Given entries —
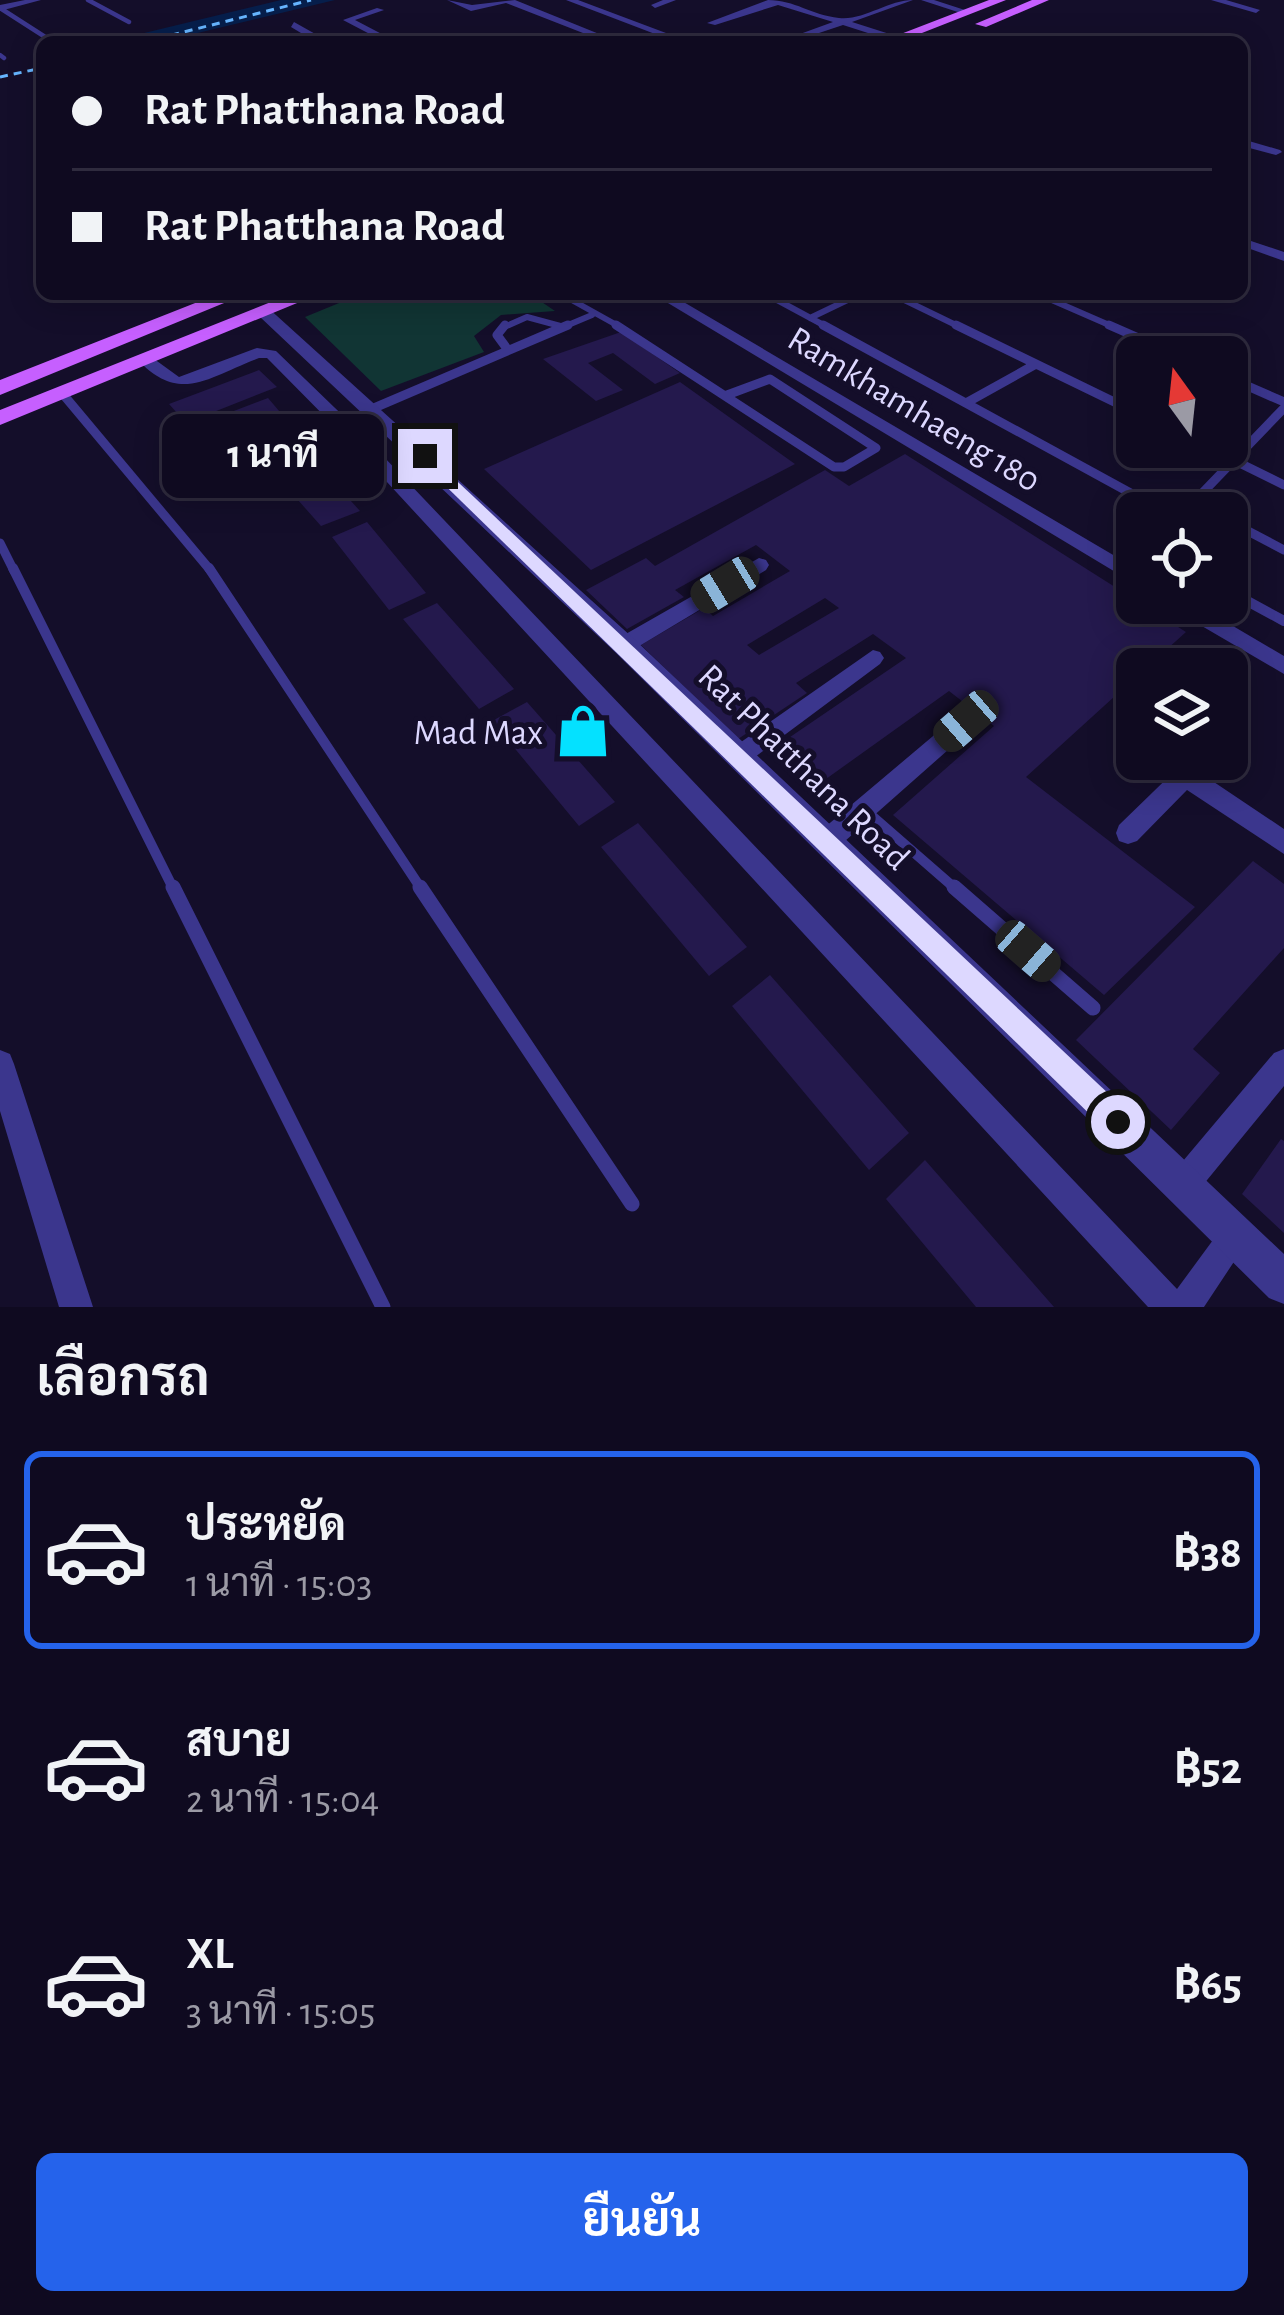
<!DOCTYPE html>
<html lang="th">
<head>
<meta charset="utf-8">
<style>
	:root { --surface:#0f0a20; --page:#1d182d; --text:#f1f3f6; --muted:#9b9aa5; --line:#2f2b3e; --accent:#2563eb }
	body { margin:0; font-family:"Alegreya Sans",Sarabun,sans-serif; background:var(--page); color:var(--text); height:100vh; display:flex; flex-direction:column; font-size:45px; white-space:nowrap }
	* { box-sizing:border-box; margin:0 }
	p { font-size:39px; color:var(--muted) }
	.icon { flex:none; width:66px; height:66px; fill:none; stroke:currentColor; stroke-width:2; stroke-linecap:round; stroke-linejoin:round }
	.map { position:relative; height:1307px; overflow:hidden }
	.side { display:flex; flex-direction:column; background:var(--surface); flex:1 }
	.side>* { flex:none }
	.banner { position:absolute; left:36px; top:36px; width:1212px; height:264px; border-radius:18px; box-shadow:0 6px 30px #0003,0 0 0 3px var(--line); display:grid; align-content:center; height:264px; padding:0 36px; background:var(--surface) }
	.needle { width:78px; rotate:345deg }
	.controls { position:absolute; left:1116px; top:336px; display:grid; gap:24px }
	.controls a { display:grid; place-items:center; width:132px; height:132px; border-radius:18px; background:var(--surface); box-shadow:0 6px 30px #0003,0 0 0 3px var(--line); font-size:60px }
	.end { position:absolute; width:54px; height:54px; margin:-27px; border:15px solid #ddd8ff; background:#111; box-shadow:0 0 0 6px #111 }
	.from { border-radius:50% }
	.bubble { position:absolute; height:84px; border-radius:18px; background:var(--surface); box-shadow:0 6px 30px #0003,0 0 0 3px var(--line); font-size:39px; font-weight:700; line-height:84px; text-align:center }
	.car { position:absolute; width:36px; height:72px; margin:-36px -18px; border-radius:15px; box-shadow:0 0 9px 3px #0007; background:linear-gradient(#222 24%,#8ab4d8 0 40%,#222 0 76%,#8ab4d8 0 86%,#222 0) }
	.banner b { display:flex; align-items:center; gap:42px; height:114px; font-size:45px }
	.banner b+b { border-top:3px solid var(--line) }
	.banner i { width:30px; height:30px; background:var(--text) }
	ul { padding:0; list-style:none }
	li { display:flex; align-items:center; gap:36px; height:198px; margin:0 24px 18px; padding:0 12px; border:6px solid transparent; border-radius:18px }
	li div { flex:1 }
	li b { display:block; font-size:45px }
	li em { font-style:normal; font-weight:700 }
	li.current { border-color:var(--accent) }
	li>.icon { width:108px; height:108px; stroke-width:1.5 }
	h2 { padding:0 36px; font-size:54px; line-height:144px }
	.cta { display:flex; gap:24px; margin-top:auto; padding:24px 36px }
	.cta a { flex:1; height:138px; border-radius:18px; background:var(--accent); color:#fff; font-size:48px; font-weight:700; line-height:138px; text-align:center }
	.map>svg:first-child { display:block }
	.green { fill:#113534 }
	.water { fill:#061e4b }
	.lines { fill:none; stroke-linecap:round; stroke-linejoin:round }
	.ferry { stroke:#66b5ff; stroke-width:3; stroke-dasharray:8 6; stroke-linecap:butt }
	.building { fill:#24194d; fill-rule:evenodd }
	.service-far4 { stroke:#3b368d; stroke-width:4.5 }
	.service-far3 { stroke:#3b368d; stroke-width:6 }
	.service-far2 { stroke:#3b368d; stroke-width:9 }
	.service-far1 { stroke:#3b368d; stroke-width:10 }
	.service { stroke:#3b368d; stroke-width:15 }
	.minor { fill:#3b368d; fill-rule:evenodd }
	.tertiary { fill:#3b368d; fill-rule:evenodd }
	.primary { fill:#c65fff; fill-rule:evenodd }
	.route { fill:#ddd8ff }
	.labels { text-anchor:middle; stroke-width:10; stroke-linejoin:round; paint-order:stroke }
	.street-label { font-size:36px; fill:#ddd8ff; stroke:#140e2a }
	.poi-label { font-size:36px; fill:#ddd8ff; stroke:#140e2a; text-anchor:end }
</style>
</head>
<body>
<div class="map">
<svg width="1284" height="1307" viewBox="0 0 1284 1307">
	<rect width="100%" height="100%" fill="#140e2a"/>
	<path class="green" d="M 361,294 L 530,294 L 555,311 L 501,315 L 474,336 L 484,352 L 381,391 L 305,317 Z"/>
	<path class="water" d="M 281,0 L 335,0 L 160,42 L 107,42 Z"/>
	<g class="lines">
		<path class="ferry" d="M 144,42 L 311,0
			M 0,77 L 42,68"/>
	</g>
	<path class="building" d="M 621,332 L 680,373 L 655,384 L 613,353 L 588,363 L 623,390 L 596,401 L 543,359 Z
		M 259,370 L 277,387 L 186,423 L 169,404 Z
		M 680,382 L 795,464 L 591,570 L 484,469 Z
		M 268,398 L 303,439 L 257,455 L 226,414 Z
		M 304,449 L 360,511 L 321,526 L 266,464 Z
		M 905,454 L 1186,632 L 1145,669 L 1137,669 L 1137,676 L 1026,777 L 1195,907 L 1104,995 L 893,815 L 994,726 L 949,691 L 812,789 L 771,750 L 906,658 L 873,634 L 796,683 L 807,693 L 738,739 L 641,645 L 704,608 L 713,616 L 790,571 L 756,545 L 675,590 L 684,597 L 627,629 L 586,590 L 646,558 L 655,566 L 825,470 L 849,486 ZM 825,598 L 839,608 L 759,655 L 747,645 Z
		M 367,522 L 426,593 L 389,610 L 332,537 Z
		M 437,603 L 514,689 L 479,709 L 403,619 Z
		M 527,702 L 615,802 L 579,826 L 492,721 Z
		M 638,823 L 747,947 L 709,976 L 601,847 Z
		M 1253,861 L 1284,884 L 1284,948 L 1193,1049 L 1220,1073 L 1171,1130 L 1076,1040 Z
		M 770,975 L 909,1133 L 869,1170 L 732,1006 Z
		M 1281,1139 L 1284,1141 L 1284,1233 L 1242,1194 Z
		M 925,1160 L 1054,1307 L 976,1307 L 886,1199 Z"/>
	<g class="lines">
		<path class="service-far4" d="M 88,0 L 129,22
			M 0,8 L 53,42
			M 944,38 L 960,42
			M 0,55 L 4,58"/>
		<path class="service-far3" d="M 561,294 L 622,328
			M 766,294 L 829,328
			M 892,294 L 962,328
			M 1038,294 L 1116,328
			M 810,318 L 860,294
			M 502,328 L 527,317 L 564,327
			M 561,328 L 592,315"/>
		<path class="service-far2" d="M 505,325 L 497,335 L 508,350
			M 616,325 L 834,467 L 844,467 L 876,448 L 770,379 L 727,395
			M 823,325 L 1167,513
			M 956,325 L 1137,413
			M 1109,325 L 1182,357
			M 1227,377 L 1284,402
			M 62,393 L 211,571
			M 966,403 L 1036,364
			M 374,408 L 568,325
			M 1207,447 L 1284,485
			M 1192,502 L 1213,513
			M 1183,513 L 1284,408
			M 1227,520 L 1284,550
			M 1125,533 L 1137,540
			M 0,543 L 14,571"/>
		<path class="service-far1" d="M 13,568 L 174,890
			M 209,568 L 422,890
			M 1227,590 L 1284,621
			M 864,809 L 957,890"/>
		<path class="service" d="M 173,887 L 383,1307
			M 420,887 L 632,1204
			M 954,887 L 1093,1008"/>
		<path class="minor" d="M 25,0 L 41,0 L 0,11 L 0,5 Z
			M 447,0 L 472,5 L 515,0 L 619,42 L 606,42 L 506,3 L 471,11 Z
			M 566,0 L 578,0 L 690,42 L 676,42 Z
			M 663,0 L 676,0 L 655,8 L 651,5 Z
			M 768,0 C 795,0 811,15 839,18 C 863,21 888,0 913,0 L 852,22 L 899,37 L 896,42 L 843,25 L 792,42 L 778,42 L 833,22 L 778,5 L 715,25 L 707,23 Z
			M 921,0 L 934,0 L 971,12 L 967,15 Z
			M 1211,0 L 1226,0 L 1260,10 L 1256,13 Z
			M 377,8 L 384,10 L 355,20 L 397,42 L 385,42 L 343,20 Z
			M 294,22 L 326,40 L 328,42 L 316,42 L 291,27 Z
			M 232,34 L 244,42 L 233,42 L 227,37 Z
			M 1242,139 L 1280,150 L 1282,152 L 1276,155 L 1242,146 Z
			M 1242,238 L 1284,252 L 1284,261 L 1242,246 Z
			M 653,294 L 670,294 L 1137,569 L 1137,585 Z
			M 257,348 L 276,351 L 363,435 L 1177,1289 L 1224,1225 L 1235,1220 L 1246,1225 L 1251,1236 L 1204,1307 L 1148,1307 L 351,443 L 267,358 L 259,358 C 208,377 180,405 137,359 L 140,356 L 150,356 L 179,377 Z
			M 759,558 L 766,560 L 769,565 L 766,570 L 631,651 L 617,651 L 614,645 L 617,639 Z
			M 1168,603 L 1194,603 L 1284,656 L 1284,674 L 1171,608 Z
			M 873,650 L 880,652 L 884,658 L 880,664 L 747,763 L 739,765 L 731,763 L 728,756 L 731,749 Z
			M 1238,710 L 1246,713 L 1249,719 L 1235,737 L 1227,740 L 1227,716 Z
			M 966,712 L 974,715 L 977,721 L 974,727 L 836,849 L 827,852 L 818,849 L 815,841 L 818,833 L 958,715 Z
			M 1187,759 L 1213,759 L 1202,774 L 1284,829 L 1284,854 L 1187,790 L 1137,841 L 1128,844 L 1119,841 L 1116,833 L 1119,825 Z
			M 1284,1049 L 1284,1086 L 1194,1196 L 1183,1201 L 1172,1196 L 1167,1185 L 1172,1174 L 1274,1053 Z
			M 0,1050 L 10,1054 L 14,1064 L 93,1307 L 59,1307 L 0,1111 Z"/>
		<path class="tertiary" d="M 266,306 L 633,638 L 1284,1254 L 1284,1304 L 1269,1298 L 615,652 L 259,316 L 259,308 Z"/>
		<path class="primary" d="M 989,0 L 1006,0 L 899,42 L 880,42 Z
			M 1032,0 L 1049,0 L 986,27 L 975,24 Z
			M 218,294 L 246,294 L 0,395 L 0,380 Z
			M 291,294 L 319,294 L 0,425 L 0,410 Z"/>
	</g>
	<path class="route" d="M 425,451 L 1128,1112 L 1132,1122 L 1128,1132 L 1118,1136 L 1108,1132 L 419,460 L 417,456 Z"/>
	<defs>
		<symbol id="shop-bare" viewBox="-9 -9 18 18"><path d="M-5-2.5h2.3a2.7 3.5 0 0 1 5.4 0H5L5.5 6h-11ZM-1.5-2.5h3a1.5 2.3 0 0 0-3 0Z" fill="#04e1ff" stroke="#140e2a" stroke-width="2.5" paint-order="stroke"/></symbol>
	</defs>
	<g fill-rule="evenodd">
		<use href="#shop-bare" x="545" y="693" width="76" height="76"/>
	</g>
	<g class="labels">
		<g class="street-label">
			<text transform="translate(915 408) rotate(31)" y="13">Ramkhamhaeng 180</text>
			<text transform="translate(805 766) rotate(44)" y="13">Rat Phatthana Road</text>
		</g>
		<g class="poi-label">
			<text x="543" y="744">Mad Max</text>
		</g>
	</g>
</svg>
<div class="controls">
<a><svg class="needle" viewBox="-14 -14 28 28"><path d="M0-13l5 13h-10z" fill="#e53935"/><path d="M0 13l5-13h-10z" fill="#9b9aa5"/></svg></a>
<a><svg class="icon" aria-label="locate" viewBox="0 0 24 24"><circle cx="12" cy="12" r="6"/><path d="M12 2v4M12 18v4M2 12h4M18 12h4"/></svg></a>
<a><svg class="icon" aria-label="layers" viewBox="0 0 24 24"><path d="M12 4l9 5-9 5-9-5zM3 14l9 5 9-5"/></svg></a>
</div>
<i class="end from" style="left:1118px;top:1122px"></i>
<i class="end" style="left:425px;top:456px"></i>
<div class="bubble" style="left:162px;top:414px;width:222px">1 นาที</div>
<i class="car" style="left:725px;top:585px;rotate:239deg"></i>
<i class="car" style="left:966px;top:721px;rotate:229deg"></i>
<i class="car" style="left:1028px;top:951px;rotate:131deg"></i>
<div class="banner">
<b><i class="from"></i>Rat Phatthana Road</b>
<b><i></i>Rat Phatthana Road</b>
</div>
</div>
<section class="side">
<h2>เลือกรถ</h2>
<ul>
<li class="current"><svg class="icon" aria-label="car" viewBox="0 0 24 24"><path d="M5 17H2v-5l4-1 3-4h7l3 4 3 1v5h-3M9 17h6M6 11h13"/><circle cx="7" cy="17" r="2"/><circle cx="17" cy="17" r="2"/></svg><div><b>ประหยัด</b><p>1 นาที · 15:03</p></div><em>฿38</em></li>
<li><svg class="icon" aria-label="car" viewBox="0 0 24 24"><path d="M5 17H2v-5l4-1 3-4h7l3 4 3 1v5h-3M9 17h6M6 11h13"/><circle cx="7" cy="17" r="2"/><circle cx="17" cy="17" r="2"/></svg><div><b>สบาย</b><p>2 นาที · 15:04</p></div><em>฿52</em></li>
<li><svg class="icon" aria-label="car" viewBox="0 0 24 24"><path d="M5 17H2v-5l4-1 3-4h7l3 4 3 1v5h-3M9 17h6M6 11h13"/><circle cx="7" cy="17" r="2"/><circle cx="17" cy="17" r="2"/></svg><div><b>XL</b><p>3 นาที · 15:05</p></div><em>฿65</em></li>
</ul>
<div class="cta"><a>ยืนยัน</a></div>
</section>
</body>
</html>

Task brief —
Go through the material above and state how many lines hold the word "column". Give only the number.

Solution for this exercise —
2